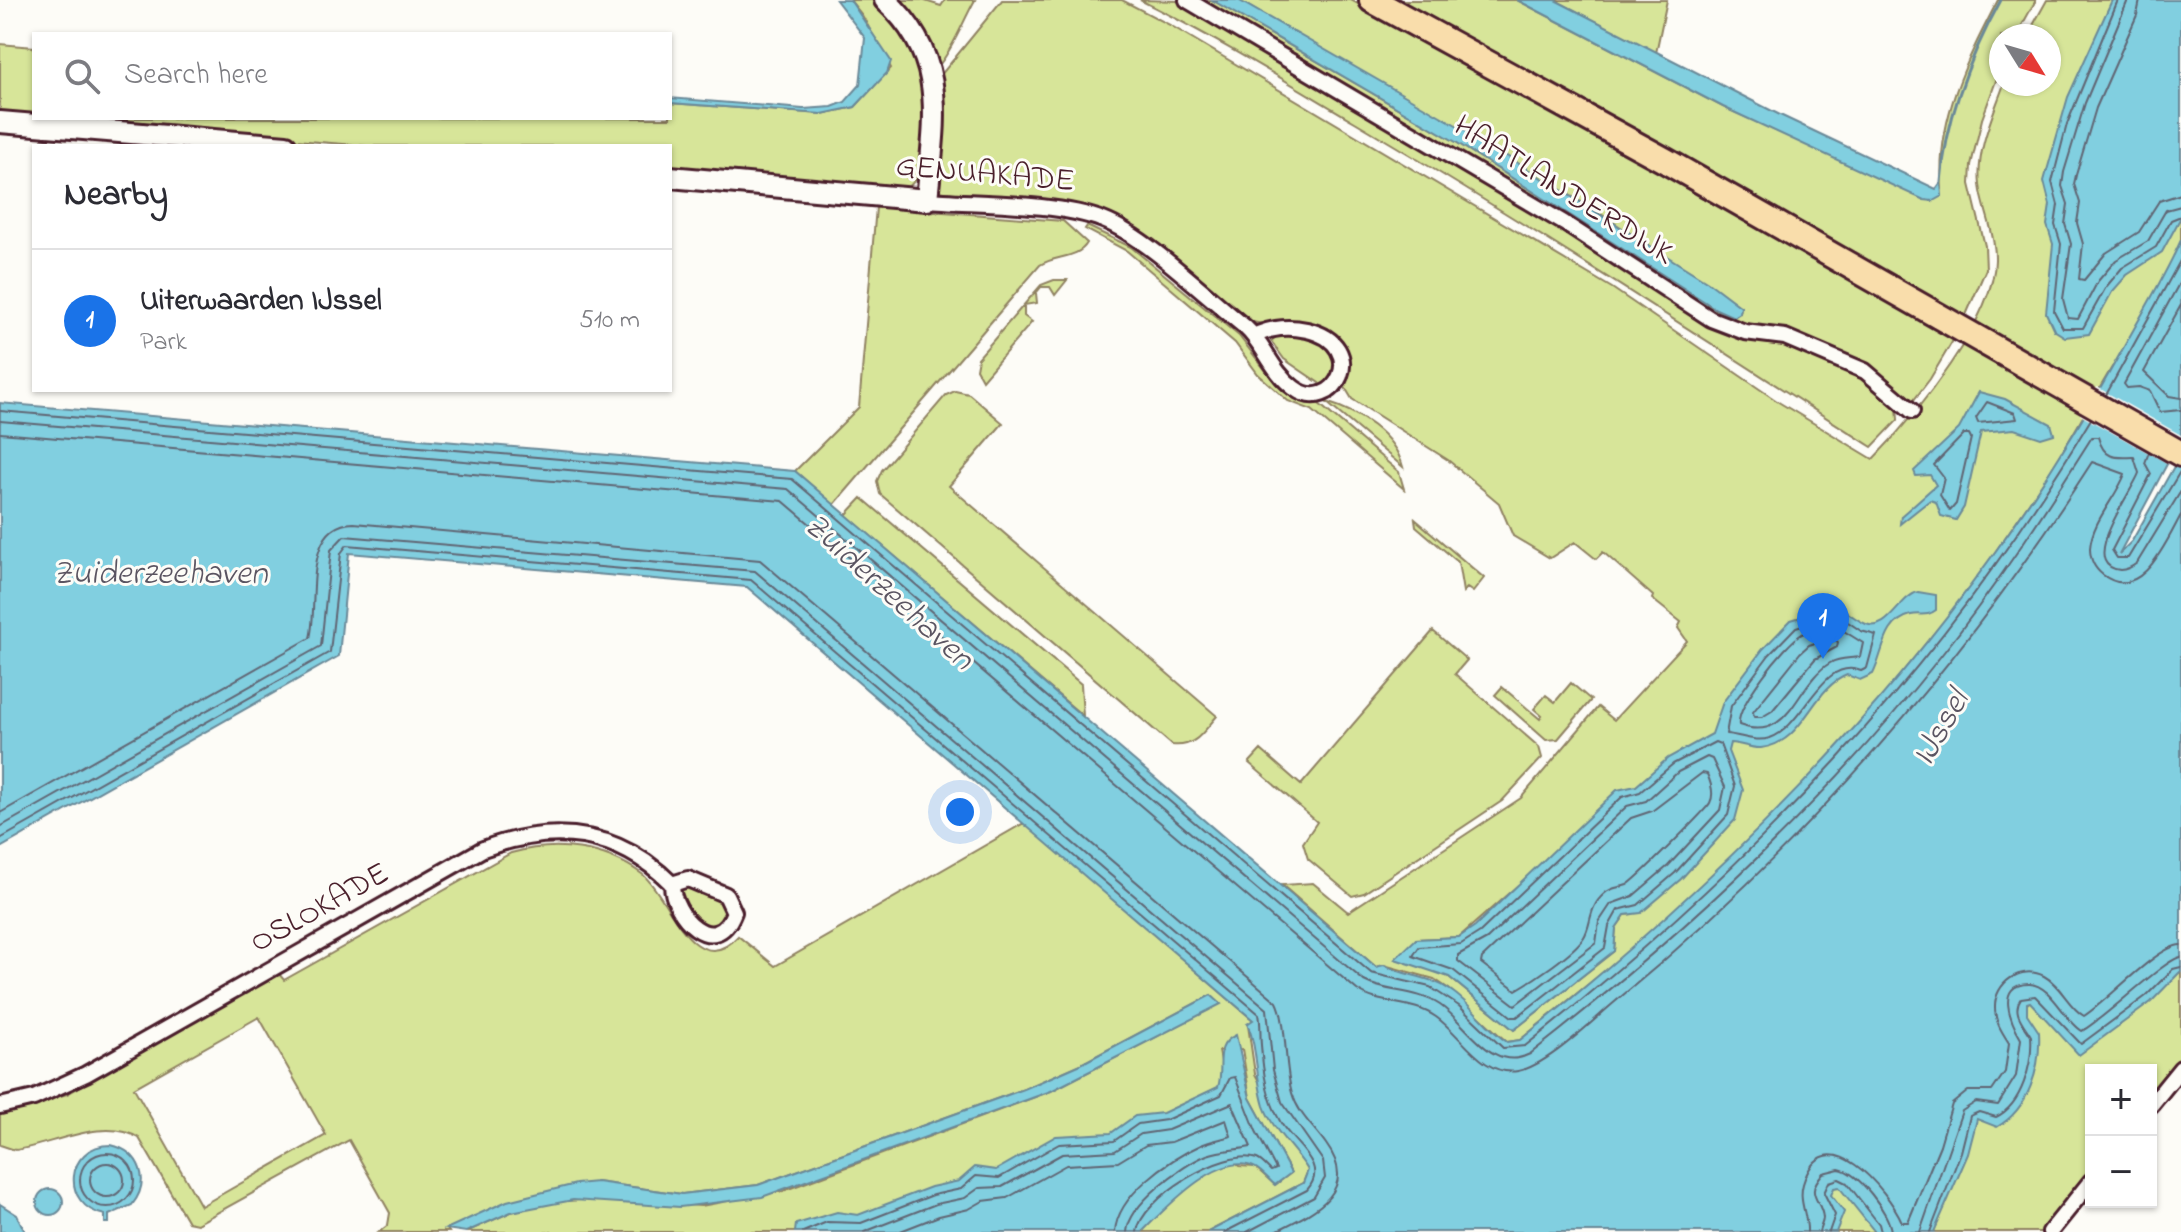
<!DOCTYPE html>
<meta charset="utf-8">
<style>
body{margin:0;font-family:"Indie Flower",sans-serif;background:#f2f2f3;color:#2b2b33}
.controls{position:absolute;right:24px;bottom:24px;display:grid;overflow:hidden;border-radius:0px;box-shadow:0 2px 6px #0004}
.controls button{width:72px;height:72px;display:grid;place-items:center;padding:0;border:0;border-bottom:2px solid #e1e1e2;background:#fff;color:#2b2b33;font:40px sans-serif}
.compass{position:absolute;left:1989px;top:24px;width:72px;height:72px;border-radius:50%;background:#fff;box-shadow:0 2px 6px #0004;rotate:127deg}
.you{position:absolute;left:960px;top:812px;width:28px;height:28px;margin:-20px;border:6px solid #fff;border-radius:50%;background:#1a73e8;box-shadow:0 0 0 12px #1a73e833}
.badge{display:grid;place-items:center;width:52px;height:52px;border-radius:50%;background:#1a73e8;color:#fff;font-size:26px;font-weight:700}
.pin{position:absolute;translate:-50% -66px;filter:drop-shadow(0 2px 4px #0008)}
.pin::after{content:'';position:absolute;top:42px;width:28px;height:24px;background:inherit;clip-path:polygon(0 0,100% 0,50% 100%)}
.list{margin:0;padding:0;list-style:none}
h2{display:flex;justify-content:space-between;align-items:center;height:104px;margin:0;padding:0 32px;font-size:34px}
h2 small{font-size:26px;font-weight:400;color:#7c7c81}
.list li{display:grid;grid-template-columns:52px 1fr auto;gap:24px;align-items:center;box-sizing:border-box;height:144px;padding:0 32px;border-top:2px solid #e1e1e2}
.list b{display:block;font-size:30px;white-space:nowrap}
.list p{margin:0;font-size:26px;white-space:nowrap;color:#7c7c81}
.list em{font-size:26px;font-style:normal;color:#7c7c81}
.icon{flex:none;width:44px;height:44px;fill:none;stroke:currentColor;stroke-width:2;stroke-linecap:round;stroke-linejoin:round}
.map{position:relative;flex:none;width:2181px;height:1232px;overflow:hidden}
.search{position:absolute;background:#fff;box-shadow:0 2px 6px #0004;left:32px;top:32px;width:640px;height:88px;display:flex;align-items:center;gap:20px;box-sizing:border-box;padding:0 28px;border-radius:0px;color:#7c7c81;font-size:30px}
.panel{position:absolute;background:#fff;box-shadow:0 2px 6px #0004;left:32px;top:144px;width:640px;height:248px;border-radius:0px}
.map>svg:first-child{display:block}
.green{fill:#d7e599;stroke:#908262;stroke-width:2;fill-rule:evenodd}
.water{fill:#81cfe0;stroke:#6b8998;stroke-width:2}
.pier{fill:#fdfcf7}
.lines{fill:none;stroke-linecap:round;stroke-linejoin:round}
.shore{stroke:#606573;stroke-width:2}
.stream{stroke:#6b8998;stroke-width:3}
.street-casing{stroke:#4a1f2b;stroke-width:20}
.secondary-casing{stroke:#4a1f2b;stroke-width:26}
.highway-casing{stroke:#4a1f2b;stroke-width:30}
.street{stroke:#fdfcf7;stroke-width:14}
.secondary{stroke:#fdfcf7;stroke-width:20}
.highway{stroke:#f9ddab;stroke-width:24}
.labels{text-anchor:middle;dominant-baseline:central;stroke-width:6;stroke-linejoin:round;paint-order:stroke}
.street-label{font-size:32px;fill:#4a1f2b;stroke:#fdfcf7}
.water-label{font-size:34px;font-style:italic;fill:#5a5461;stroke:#fdfcf7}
</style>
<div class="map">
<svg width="2181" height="1232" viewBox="0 0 2181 1232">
<rect width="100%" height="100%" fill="#fdfcf7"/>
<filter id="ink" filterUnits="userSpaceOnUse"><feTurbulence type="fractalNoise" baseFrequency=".0125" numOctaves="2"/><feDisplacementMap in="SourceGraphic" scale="16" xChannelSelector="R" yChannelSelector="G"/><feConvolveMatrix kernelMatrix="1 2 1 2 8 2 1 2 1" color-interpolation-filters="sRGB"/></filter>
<g filter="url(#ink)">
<path class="green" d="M850 0H878L910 38 928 98 920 175 906 190 670 171V146H367L0 115V44L34 47V118H670V103L822 114 855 107 891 68 862 15Z
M894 0H922L941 6 945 0H975C963 21 955 45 940 64H935Z
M1002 0H1122L1170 25 1612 288 1780 403 1873 459C1913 418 1997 316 1995 257 1995 232 1983 209 1980 185 1976 151 1993 115 2004 84H2049V36H2027L2047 0H2181V296L2112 367 2053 468 1967 593 1851 735 1754 836 1641 941 1520 1040 1507 1042 1449 989 1434 979 1384 965 1376 967 1282 885 1313 883 1348 912 1512 804 1521 798 1598 707 1614 720 1687 641 1678 628 1681 622 1652 599 1653 596 1603 552 1596 559 1575 542 1550 558 1513 536 1499 503 1448 460 1352 399 1343 384C1350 372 1352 359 1345 347 1325 308 1273 334 1244 319L1129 226 1030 203 937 191 945 110 940 76ZM1518 885 1632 914 1625 915 1616 928 1614 951 1514 1030 1449 977 1420 966 1416 939 1459 937Z
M1140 0 1181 1 1494 184 1667 294 1854 370 1897 407 1898 420 1872 447C1701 337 1531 226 1355 122 1284 80 1214 37 1140 0Z
M1194 0H1212L1456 142 1716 309 1740 313 1741 307 1595 210 1238 0H1351L1569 117 1955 337 1930 379 1910 405 1883 378 1733 324Z
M1388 0H1517L1723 107 1933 201 1942 189C1936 120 1967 60 1998 0H2036L2016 36H2001V67L1982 119 1971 165 1970 184 1985 246 1986 269 1963 322Z
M1555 0H1667L1656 53Z
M876 207 1063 221 1087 243C1078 259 1055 255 1040 265L834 505 795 471 859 407Z
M1087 226 1131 247 1239 336 1276 384 1296 399 1318 403 1399 472 1404 489 1312 410 1288 401 1258 374 1235 343 1127 251 1085 229Z
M1054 280H1067L1055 295 1050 287H1041L1036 293 1037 303 1024 305V316L1032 322 982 380 976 369 978 358 1041 285Z
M1281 333 1320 339 1337 356 1333 380 1321 388 1319 383 1284 359 1271 341Z
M955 391 969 394 1003 423 949 486 1217 716C1203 732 1195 748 1172 745L880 494 877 481 882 470 946 395Z
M1326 402C1358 412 1394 433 1403 467Z
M862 498 1081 684 1083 716 846 515Z
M1415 519 1484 578 1473 592 1467 588 1463 592 1458 562 1416 526Z
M1433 631 1467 660 1455 674 1539 747 1542 758 1502 801 1364 893 1352 896 1308 859 1303 843 1317 822 1249 763 1261 750 1301 785Z
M1571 683 1591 700 1558 739 1546 740 1495 695 1502 687 1540 719 1542 716 1534 709 1546 695 1555 702Z
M2181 822V1062L2151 1099V1070H2091V1173L2044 1232H1769L2023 1009Z
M1024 823 1253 1020 1248 1025 1255 1074 1308 1170 1303 1183 1208 1232H466L511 1212 554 1202 593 1199 701 1206 783 1191 1051 1091 1220 1004 1211 995 1081 1064 1024 1089 758 1185 682 1194 597 1182 447 1229 449 1232H379L388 1225 390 1213 349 1140 197 1224 188 1222 139 1138C105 1116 52 1145 15 1150L0 1145V1113L67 1094 279 974 284 980 511 853C556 841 604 846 642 874 667 892 694 985 738 936L775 966ZM259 1017 326 1135 201 1206 134 1088ZM1242 1049 1250 1098 1291 1173 1275 1185 1255 1167 1239 1166 1170 1110 1219 1087 1223 1072 1219 1051Z
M685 885 721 899 729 910 717 930C700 923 679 910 680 889Z"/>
<path class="water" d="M836 0H850L891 61 887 73 855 107 822 114 670 103V98L803 109 832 107 845 102 860 85 865 38Z
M1212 0H1238L1465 130 1708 282 1741 307 1740 313 1734 317 1716 309 1456 142Z
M1517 0H1555L1780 115 1936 189 1941 182 1942 196 1933 201 1924 200 1723 107Z
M2112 0H2181V217L2162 252 2127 275 2112 292 2089 334 2065 337 2054 330 2046 313 2053 244 2047 225 2050 205 2044 181 2068 97Z
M2181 240V438L2119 554 2132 541 2181 454V971L2151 1002 2079 1055 2030 1002 2027 1003V1014L2039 1032C2041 1067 2029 1109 1997 1127L1977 1119 1968 1154 1934 1232H1875L1839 1187 1834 1188 1831 1195 1844 1212 1836 1232H1208L1303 1183 1308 1170C1294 1148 1273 1131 1264 1106 1256 1081 1257 1043 1247 1024L1253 1020 747 587 349 553 339 656 0 848V403L795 471 1376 967 1384 965C1406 977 1429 975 1450 990 1472 1004 1486 1028 1507 1042L1520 1040C1765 845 1970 627 2121 352 2141 315 2164 278 2181 240Z
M1979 392 2005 399 2051 424 2054 434 2041 438 2014 429 1981 432 1964 507 1956 520 1941 516 1936 502 1930 500 1900 524 1901 516 1936 485 1930 475 1916 476 1914 471 1959 429Z
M1918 592 1936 595V610C1927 617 1921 613 1911 615 1883 622 1884 653 1873 674L1860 680 1847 675C1811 689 1805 743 1761 748 1750 749 1741 743 1730 743L1728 751 1743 790 1735 820 1681 879 1641 913 1625 915 1616 928 1614 951 1514 1030 1449 977 1395 959 1416 939 1459 937 1475 926 1617 790 1636 786 1668 758 1712 734 1723 702 1763 649 1791 620 1811 614 1827 599C1841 606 1852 618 1866 624 1888 633 1899 597 1918 592Z
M1211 995 1221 1004 1051 1091 762 1197 680 1207 573 1200 511 1212 466 1232 446 1229 507 1201 576 1184 597 1182 682 1194 758 1185 1024 1089 1081 1064Z
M1236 1035 1250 1098 1291 1173 1275 1185C1269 1180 1263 1172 1256 1168 1220 1148 1163 1211 1142 1232H795L796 1224 837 1212 858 1215 931 1187 959 1181 975 1167 996 1170 1056 1136 1111 1133 1135 1116 1163 1113 1218 1087C1225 1066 1212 1046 1236 1035Z
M111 1145C141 1152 151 1181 132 1205L109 1215V1223H105V1215C60 1206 65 1145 111 1145Z
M37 1202a13 13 0 1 1 26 0a13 13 0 1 1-26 0Z
M0 1204 17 1215 25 1232H0Z"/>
<path class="pier" d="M2097 387 2181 435V446L2170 465 2080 415Z"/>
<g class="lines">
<path class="shore" d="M2118 0 2067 124 2052 182 2058 205 2055 225 2061 244 2054 311 2063 328H2083L2106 287 2122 268 2156 247 2171 220 2181 216
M2128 0 2085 103 2064 172 2062 186 2068 204 2065 224 2071 244 2063 299 2068 318 2078 319 2098 281 2116 260 2148 241 2166 210 2181 206
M2140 0 2137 15 2096 108 2076 175 2074 184 2080 203 2077 223 2083 244 2079 279 2084 280 2106 253 2139 232 2159 201 2181 194
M2181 280 2124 384 2127 388 2139 387 2150 391 2160 412 2181 410
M2181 305 2144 372 2169 396 2181 398
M2106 395 2181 259
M1987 402 2015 413 2017 419 1978 423 1976 418Z
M0 411 792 479 1371 973 1430 987 1459 1006 1503 1048 1525 1046C1752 867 1942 668 2091 419
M0 421 788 489 1364 981C1386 993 1416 989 1440 1005 1468 1024 1491 1074 1530 1054 1680 937 1822 807 1940 657 1996 587 2044 513 2092 437H2098C2104 459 2115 458 2134 457L2139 473C2133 491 2076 565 2120 570 2127 570 2132 567 2137 563L2181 491
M0 433 783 501 1357 990C1380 1006 1412 1000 1436 1017 1462 1035 1482 1077 1518 1071 1547 1066 1593 1020 1616 1001 1804 846 1961 666 2092 462L2125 474C2116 498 2092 521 2090 548 2090 559 2095 569 2103 575 2141 604 2167 540 2181 515
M1964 434H1969L1971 438 1956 504 1950 511 1940 495 1944 478 1934 465Z
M2149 452 2145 463 2151 474 2112 550 2117 558H2128L2181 470
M1829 609 1861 631 1876 635 1867 668 1861 671C1822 655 1804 727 1770 738 1755 743 1741 735 1726 734L1731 706 1769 655 1796 627 1815 621Z
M1831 623 1863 643 1860 657C1850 659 1840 657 1830 663 1795 684 1791 744 1739 725 1736 706 1785 644 1802 634 1811 630 1822 628 1831 623Z
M1831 638 1838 642 1837 647 1815 659 1772 711 1762 717H1754L1753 712 1800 653 1809 645Z
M1715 742 1720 744 1735 786 1728 815 1675 873 1638 905 1618 910 1609 926 1605 948 1517 1017H1512L1453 970 1413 956 1419 947 1461 944 1480 932 1622 797 1640 792 1673 764Z
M1707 757 1712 759 1725 787 1720 810 1668 866 1633 896 1611 904 1599 922 1596 943 1515 1005 1458 961V955L1487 939 1627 806 1646 801 1678 772Z
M1702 773 1707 774C1711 783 1715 794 1710 803 1706 810 1634 882 1627 885 1619 888 1611 887 1604 894 1588 908 1592 924 1584 937 1574 953 1533 980 1516 990L1481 963 1482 958 1631 818 1652 811Z
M0 813 310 638C319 604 301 524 354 523L760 560 1277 1002C1287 1021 1284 1066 1292 1093 1298 1114 1314 1127 1326 1144 1362 1193 1310 1214 1274 1232
M0 827 321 646 331 550 344 536 755 571 1267 1009 1273 1070 1282 1102 1323 1161 1325 1178 1314 1197 1247 1232
M0 839 330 652 341 553 347 545 751 580 1259 1014C1261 1023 1260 1035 1261 1045 1263 1072 1267 1099 1281 1123 1293 1144 1330 1165 1307 1190L1225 1232
M80 1180a27 27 0 1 1 54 0a27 27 0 1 1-54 0Z
M90 1180a17 17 0 1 1 34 0a17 17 0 1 1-34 0Z
M803 1232 827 1222 861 1223 933 1195 961 1189 976 1176 999 1178 1059 1144 1114 1141 1138 1124 1166 1120 1221 1095 1230 1078 1235 1077 1256 1131 1276 1169 1271 1171C1267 1167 1262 1161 1257 1159 1224 1147 1141 1199 1137 1232
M864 1232 936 1204 965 1198 979 1188 1002 1187 1062 1154 1115 1151 1141 1134 1168 1130 1232 1103 1251 1147C1237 1150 1221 1150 1207 1155 1182 1165 1129 1204 1127 1232
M898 1232 939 1216 969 1209 983 1201 1007 1198 1066 1165 1118 1162 1146 1145 1171 1142 1226 1120 1231 1136C1222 1139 1211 1141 1201 1145 1170 1159 1117 1195 1115 1232
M1807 1232C1808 1216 1798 1201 1803 1184 1824 1114 1888 1190 1902 1222H1908L1940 1145 1952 1104 1968 1091H1992L2005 1072 2009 1043C2002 1032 1995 1022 1995 1008 1994 983 2021 964 2044 976 2061 985 2068 1007 2084 1016 2109 1000 2157 946 2181 945
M1819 1232C1820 1227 1823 1223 1823 1218 1822 1199 1803 1196 1823 1173L1839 1169C1858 1172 1890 1213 1891 1232
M1829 1232 1835 1215 1824 1193 1829 1182 1839 1179 1847 1183 1879 1224 1881 1232
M1920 1232 1962 1111 1976 1102 1998 1105 2016 1076 2021 1039C2012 1024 1993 983 2030 984 2051 985 2065 1021 2082 1031 2104 1019 2166 958 2181 957
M1930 1232 1961 1152 1970 1116 1979 1112 1996 1117C2022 1105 2033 1063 2031 1036 2024 1024 2011 1012 2021 998L2035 996 2081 1044 2146 996 2173 969 2181 967"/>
<path class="stream" d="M1941 182C1946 118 1970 56 2001 0"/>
<g class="street-casing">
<path id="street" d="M1187 0 1564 223 1711 319 1745 332 1785 337 1865 371 1912 411
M927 200C977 204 1058 202 1103 220 1147 237 1206 296 1245 327 1265 345 1271 371 1294 388 1334 418 1372 345 1307 330 1288 326 1272 327 1254 336
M2151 1105 2181 1068
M0 1106 34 1098 86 1074 483 849C553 823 617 829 672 884 672 915 715 961 734 912L726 895 688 879 672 884
M2050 1232 2091 1181"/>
</g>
<g class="secondary-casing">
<path id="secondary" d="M0 122 286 146
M670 177 927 200C934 122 950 59 885 0"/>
</g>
<g class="highway-casing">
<path id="highway" d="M1372 0 1666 161 2181 454"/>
</g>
<use href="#street" class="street"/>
<use href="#secondary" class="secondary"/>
<use href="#highway" class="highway"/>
</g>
</g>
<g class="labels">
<g class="street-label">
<text transform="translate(985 175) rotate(5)">GENUAKADE</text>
<text transform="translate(1563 191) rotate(32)">HAATLANDERDIJK</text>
<text transform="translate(320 909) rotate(-29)">OSLOKADE</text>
</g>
<g class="water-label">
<text x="160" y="575">Zuiderzeehaven</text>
<text transform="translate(888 593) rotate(42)">Zuiderzeehaven</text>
<text transform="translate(1942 729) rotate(-60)">IJssel</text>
</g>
</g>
</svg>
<div class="controls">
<button>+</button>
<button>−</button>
</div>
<svg class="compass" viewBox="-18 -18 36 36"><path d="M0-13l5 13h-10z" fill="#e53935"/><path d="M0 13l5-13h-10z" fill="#7c7c81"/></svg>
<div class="you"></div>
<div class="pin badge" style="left:1823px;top:659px">1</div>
<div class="search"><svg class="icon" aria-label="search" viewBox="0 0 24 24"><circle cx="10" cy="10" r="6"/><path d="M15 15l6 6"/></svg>Search here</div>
<section class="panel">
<h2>Nearby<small></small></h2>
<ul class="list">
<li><span class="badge">1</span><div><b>Uiterwaarden IJssel</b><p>Park</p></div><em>510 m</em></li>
</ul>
</section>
</div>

-----

=== EXERCISE AIM ===
Report back every line of the entries in which "lines" occurs.

=== SOLUTION TO THE PROBLEM ===
.lines{fill:none;stroke-linecap:round;stroke-linejoin:round}
<g class="lines">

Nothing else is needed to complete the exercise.